As time went on, Rathbone’s mental instability worsened and he often became jealous of other men who paid attention to Harris and resented the attention Harris paid their children. He also reportedly threatened his wife on several occasions, convinced that Harris was going to divorce him and take the children. Despite his behavior, Rathbone was appointed U.S. Consul to the Province of Hanover by President Chester Alan Arthur in 1882. The family relocated to Germany where Rathbone’s mental health continued to decline.

On December 23, 1883, Henry Rathbone attacked his family in a fit of madness. He fatally shot his wife in the head and then attempted to kill the children, but a groundskeeper prevented him from doing so. Rathbone then stabbed himself five times in the chest in an attempted suicide. Rathbone was charged with murder but was declared insane by doctors after blaming the murder on an intruder. He was convicted and committed to the Asylum for the Criminal Insane in Hildesheim, Germany, where he died on August 14, 1911. The couple’s children were sent to live with their uncle, William Harris, in the United States.

Harris was buried in the city cemetery at Hanover/Engesohde. Her husband was buried next to her upon his death in 1911. In 1952, the Rathbones’ remains were disinterred and disposed of after cemetery management determined that their graves had not been visited or were no longer of interest to the family.

  • Clara Harris kept the bloodied white dress she wore on the night of assassination.
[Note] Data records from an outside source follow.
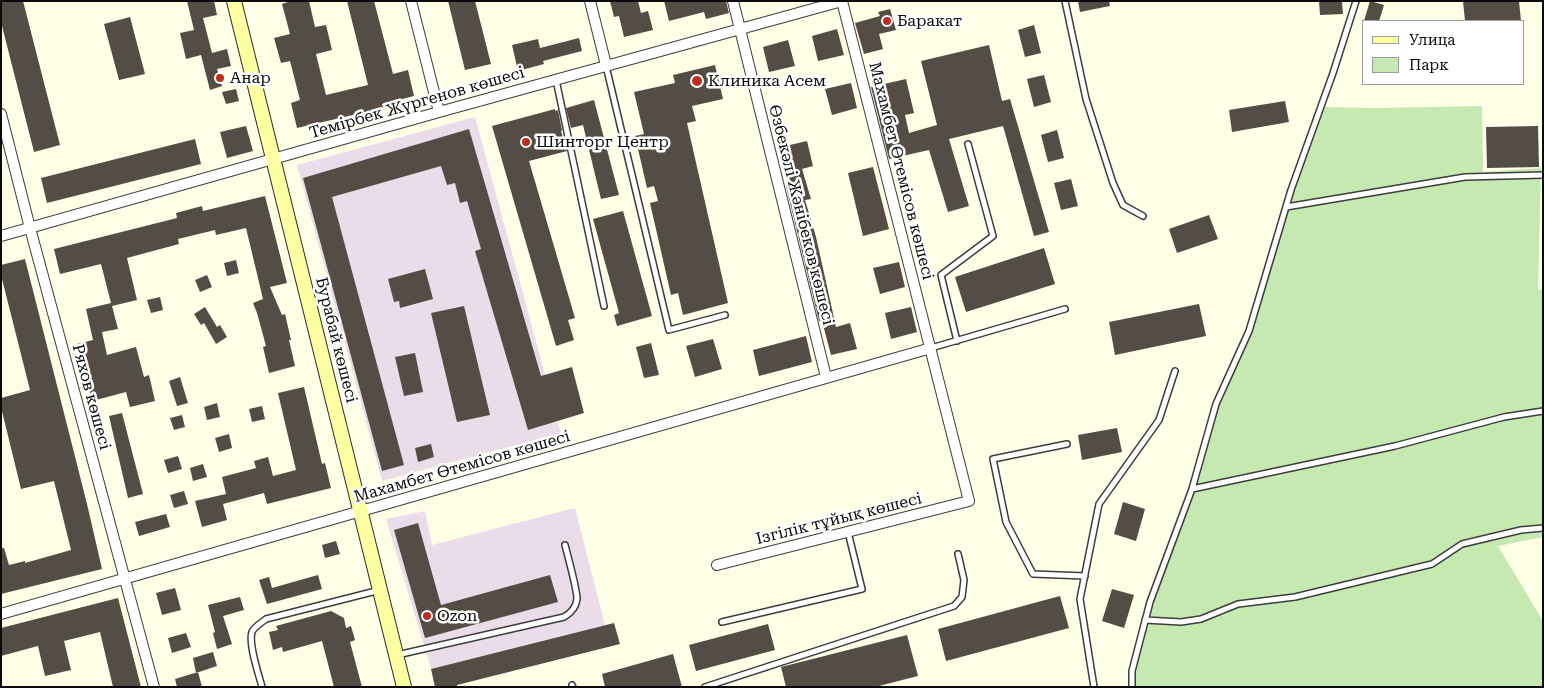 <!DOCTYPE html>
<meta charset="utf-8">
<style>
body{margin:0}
#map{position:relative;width:1544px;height:688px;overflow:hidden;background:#fffee7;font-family:"Roboto Serif",serif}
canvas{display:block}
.frame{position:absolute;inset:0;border:2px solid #0a0a0a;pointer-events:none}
.legend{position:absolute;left:1362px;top:20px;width:162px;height:65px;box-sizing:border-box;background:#fff;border:1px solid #9d9d9d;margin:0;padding:6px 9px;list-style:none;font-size:15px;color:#0a0a0a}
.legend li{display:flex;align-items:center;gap:10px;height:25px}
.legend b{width:25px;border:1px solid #9d9d9d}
</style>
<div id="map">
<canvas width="1544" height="688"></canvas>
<div class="frame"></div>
<ul class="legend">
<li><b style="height:6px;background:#fcffa2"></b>Улица</li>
<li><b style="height:14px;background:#c6e9b1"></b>Парк</li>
</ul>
</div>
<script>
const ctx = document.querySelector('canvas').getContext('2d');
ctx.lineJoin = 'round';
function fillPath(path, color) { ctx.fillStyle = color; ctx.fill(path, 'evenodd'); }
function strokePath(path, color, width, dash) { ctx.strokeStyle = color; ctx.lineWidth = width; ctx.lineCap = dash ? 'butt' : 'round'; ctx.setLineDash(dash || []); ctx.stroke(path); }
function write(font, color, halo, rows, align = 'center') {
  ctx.font = font + ' "Roboto Serif",serif'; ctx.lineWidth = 5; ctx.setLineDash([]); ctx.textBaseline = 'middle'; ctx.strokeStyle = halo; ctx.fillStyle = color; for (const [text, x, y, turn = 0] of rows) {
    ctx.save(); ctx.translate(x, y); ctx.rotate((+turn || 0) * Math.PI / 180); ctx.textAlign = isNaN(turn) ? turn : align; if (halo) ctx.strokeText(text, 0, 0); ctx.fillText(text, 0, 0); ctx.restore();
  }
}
const industrial = new Path2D(`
 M475,117l86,316 -179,48 -85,-316z
 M575,508l30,117 -174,44 -45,-150 39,-8 7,34z`);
const green = new Path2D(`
 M1482,106l1,66 58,-4 -3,122h5v247l-45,9 45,75v66h-411v-16l18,-69 42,-113 24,-85 33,-73 42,-141 30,-83 55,1z`);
const building = new Path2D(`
 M1,1h22l37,144 -26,7 -33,-130z
 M187,1h27l3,14 -14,3 9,35 15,-4 4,17 -14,3 5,17 -12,4 -9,-35 -15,4 -6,-26 14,-3z
 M291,1h18l6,26 11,-2 6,25 -16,4 10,41 42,-10 -21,-84h27l19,73 15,-4 6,26 -32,8 1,4 -86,20 -6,-25 9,-3 -10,-39 -9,2 -7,-25 16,-4 -8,-30z
 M448,1h27l16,63 -26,6z
 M610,1h28l3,12 7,-2 5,19 -29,7 -5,-21 -5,1z
 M664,1h62l3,12 -23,6 -2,-7 -35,9z
 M1078,1h31l1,5 -30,6z
 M1319,1h23l1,13 -23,1z
 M1370,1l14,4 -5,16h-15z
 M1463,1h56l2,20h-56z
 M890,9l6,21 -17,4 4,15 -19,5 -9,-31 25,-7 -2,-4z
 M130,17l15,57 -26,6 -15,-56z
 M1034,25l7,28 -16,4 -7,-27z
 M837,29l7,26 -26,6 -6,-25z
 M579,38l3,13 -39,10 1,3 -26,7 -6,-26 26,-6 2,9z
 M788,40l7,26 -26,6 -6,-25z
 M989,45l13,56 8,-2 39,133 -15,4 -31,-110 -54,13 20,67 -21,6 -19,-62 -40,9 -18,-72 35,-8 8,34 -9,2 4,18 28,-8 -16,-64z
 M715,65l8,34 -31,7 4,15 -9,2 41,180 -45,12 -5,-22 -7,2 -21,-92 8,-2 -4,-15 -7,2 -12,-52 9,-2 -10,-42 41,-9 -2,-8z
 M1044,75l7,27 -17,5 -7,-28z
 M851,83l6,25 -25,7 -7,-26z
 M236,89l3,12 -13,3 -4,-12z
 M594,100l25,95 -18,4 -18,-74 -12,3 -5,-20z
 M1285,101l4,21 -57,10 -3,-22z
 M555,109v2l3,-1 4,20 -1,1 6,20 -38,10 46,157 -7,2 6,20 -18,6 -64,-220z
 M246,126l7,25 -26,7 -7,-26z
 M1538,126l1,41 -52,1 -1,-41z
 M469,129l72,247 31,-9 12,46 -56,17 -53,-179 6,-2 -14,-48 -7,2 -5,-20 -8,2 -6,-19 -109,31 72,268 -22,6 -79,-293z
 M1057,130l7,28 -16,4 -7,-27z
 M195,139l6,25 -154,39 -6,-25z
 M807,141l6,25 -11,3 9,30 -6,1 11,37 20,90 14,-4 7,26 -26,6 -9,-34h-3l-33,-135 4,-2 -9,-37z
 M873,167l16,62 -26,7 -15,-63z
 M1071,179l7,27 -17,4 -7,-27z
 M265,196l22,87 -17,4 12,28 3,-1 6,26h-2l6,26 -26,7 -6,-26 3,-1 -9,-33 -4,-10 10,-4 -17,-71 -30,7 -1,-5 -37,9 1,5 -52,14 10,42 -25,6 6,23 -16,3 5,23 29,-8 8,30 5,-2 6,26 -25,6 -4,-15 -34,9 -15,-57 16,-4 -7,-31 25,-6 -10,-39 -41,10 -6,-25 123,-31 -1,-5 26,-7 1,5z
 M623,211l29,105 -35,10 -3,-11 5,-2 -26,-94z
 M1209,215l9,24 -41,14 -8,-24z
 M1044,248l11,36 -89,28 -11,-35z
 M25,259l62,245 15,65 -101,25v-46h3l5,17 16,-4v2l46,-13 -17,-69 -33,8 -20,-82v-9l29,-8 -29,-115v-10z
 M236,260l3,13 -12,3 -3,-13z
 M899,262l6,25 -25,7 -7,-26z
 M425,269l8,30 -33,9 -1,-7 -5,1 -6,-23z
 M207,275l5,12 -12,5 -5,-12z
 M160,297l3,13 -12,3 -4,-13z
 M1199,304l7,32 -91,19 -6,-33z
 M464,306l26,109 -33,7 -26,-109z
 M205,307l12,20 3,-2 7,12 -11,7 -12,-21 -3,2 -7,-11z
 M911,307l6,25 -26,7 -6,-26z
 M806,336l6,26 -53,14 -6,-26z
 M713,339l9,30 -27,8 -9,-31z
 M651,343l8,32 -15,3 -8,-31z
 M415,353l8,39 -19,4 -9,-39z
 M180,377l8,26 -11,3 -8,-25z
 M304,387l18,77 3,-1 6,25 -64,16 -3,-11 -41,11 4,16 -25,7 -7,-26 31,-7 -4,-17 34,-9 -2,-7 14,-4 5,19 23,-6 -18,-77z
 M217,403l3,14 -13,3 -3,-13z
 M262,406l3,13 -13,3 -3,-13z
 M122,413l21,81 -15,4 -19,-82z
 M182,415l3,12 -11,3 -4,-12z
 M1117,428l5,24 -40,8 -4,-25z
 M229,434l3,14 -13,4 -4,-14z
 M431,444l3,13 -16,5 -3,-14z
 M178,456l4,13 -14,4 -4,-13z
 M203,464l4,13 -14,4 -3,-13z
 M184,491l4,13 -14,4 -4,-13z
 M1123,502l22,7 -9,32 -22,-7z
 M166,514l4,13 -31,9 -4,-14z
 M418,523l23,82 109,-30 8,27 -133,36 -31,-108z
 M336,541l4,13 -15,4 -3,-13z
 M318,575l4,14 -55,15 -8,-24 10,-3 3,11z
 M175,588l6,22 -19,5 -6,-22z
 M1112,589l22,6 -10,33 -22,-7z
 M1060,596l9,32 -123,33 -8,-32z
 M240,597l4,13 -21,6 9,28 -15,5 -4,-16 2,-1 -7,-27z
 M118,598l23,89h-28l-13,-55 -36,9 7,29 -26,6 -7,-30 -37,10v-28z
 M331,611l13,7 2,10 5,-2 4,14 -5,2 12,45h-28l-12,-46 -39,11 -1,-5 -9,3 -4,-18 9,-2 -2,-4z
 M614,623l6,21 -163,41v2h-22l-4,-18z
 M768,624l7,26 -79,21 -7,-26z
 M186,633l5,14 -19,6 -4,-15z
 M907,635l11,41 -43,11h-89l-5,-20z
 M213,652l4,14 -21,7 -3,-15z
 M673,654l9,33h-77l-3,-13z
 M198,672l4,15h-25l-2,-8z`);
const lane = new Path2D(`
 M1065,1l21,98 27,84 10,22 20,11
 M606,66l63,264 56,-15
 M556,80l48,226
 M1286,207l179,-30 78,-2
 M957,341l-16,-66 52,-39 -25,-92
 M931,348l134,-39
 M1067,444l-74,15 13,63 27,52 52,2
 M1192,489l203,-43 109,-29 39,-6
 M1145,620l36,2 20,-3 37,-15 57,-7 137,-33 30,-20 59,-14 22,-2
 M722,622l140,-33 -14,-57
 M397,655l167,-38c7,-4 12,-9 13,-18 0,-10 -9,-42 -12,-54
 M572,685l1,2
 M262,687c-3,-12 -14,-43 -10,-55 2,-5 9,-9 14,-13l114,-29
 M705,687l249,-81 8,-9 2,-17 -6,-26
 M1094,687l-14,-88 19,-95 60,-84 16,-49
 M1132,687v-16l18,-69 42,-113 24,-85 33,-73 42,-141 42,-117 23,-72`);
const street = new Path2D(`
 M411,1l28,111
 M590,1l16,64
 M733,1l93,376
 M1,114l29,114 124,459
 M1,236l438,-124 403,-111
 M717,565l252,-64 -127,-500
 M1,614l930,-266`);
const secondary = new Path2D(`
 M234,1l170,686`);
const markers = [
 [887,21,5,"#bc2f20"],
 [220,78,5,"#bc2f20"],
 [697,81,6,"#bc2f20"],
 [526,142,5,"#bc2f20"],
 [427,616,5,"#bc2f20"]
];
const poiNames = [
 ["Баракат",897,21],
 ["Анар",230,78],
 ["Клиника Асем",708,81],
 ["Шинторг Центр",536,142],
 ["Ozon",437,616]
];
const streetNames = [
 ["Темірбек Жүргенов көшесі",417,103,-16],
 ["Махамбет Өтемісов көшесі",901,171,76],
 ["Өзбекәлі Жәнібеков көшесі",801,215,76],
 ["Бурабай көшесі",336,340,76],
 ["Ряхов көшесі",91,397,75],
 ["Махамбет Өтемісов көшесі",462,467,-16],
 ["Ізгілік тұйық көшесі",839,519,-14]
];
fillPath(industrial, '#eadde9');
fillPath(green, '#c6e9b1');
fillPath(building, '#534d46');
strokePath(lane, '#3d3d3d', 8);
strokePath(street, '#3d3d3d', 12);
strokePath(secondary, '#2c2c2c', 16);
strokePath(lane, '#fff', 5);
strokePath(street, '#fff', 10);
strokePath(secondary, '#fcffa2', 14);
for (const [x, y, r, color] of markers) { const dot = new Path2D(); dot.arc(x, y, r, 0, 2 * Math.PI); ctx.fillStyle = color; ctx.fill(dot); strokePath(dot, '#fff', 2); }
write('16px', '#0a0a0a', '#fff', poiNames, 'left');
write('16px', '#0a0a0a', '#fff', streetNames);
</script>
Unable to bring herself to wash or destroy it, she eventually stored it in a closet in the family’s summer home near Albany. After experiencing what she claimed was a visit from Lincoln’s ghost, Harris had the closet in which the dress was stored covered with bricks. In 1910, Henry Riggs Rathbone, Harris and Rathbone’s eldest son, removed the bricks and had the dress destroyed reportedly claiming that it had cursed the family. The dress was later the subject of the 1929 book The White Satin Dress, by Mary Raymond Shipman Andrews.
  • In 1994, Thomas Mallon released the novel Henry and Clara, a fictional account of the lives of Harris and her husband.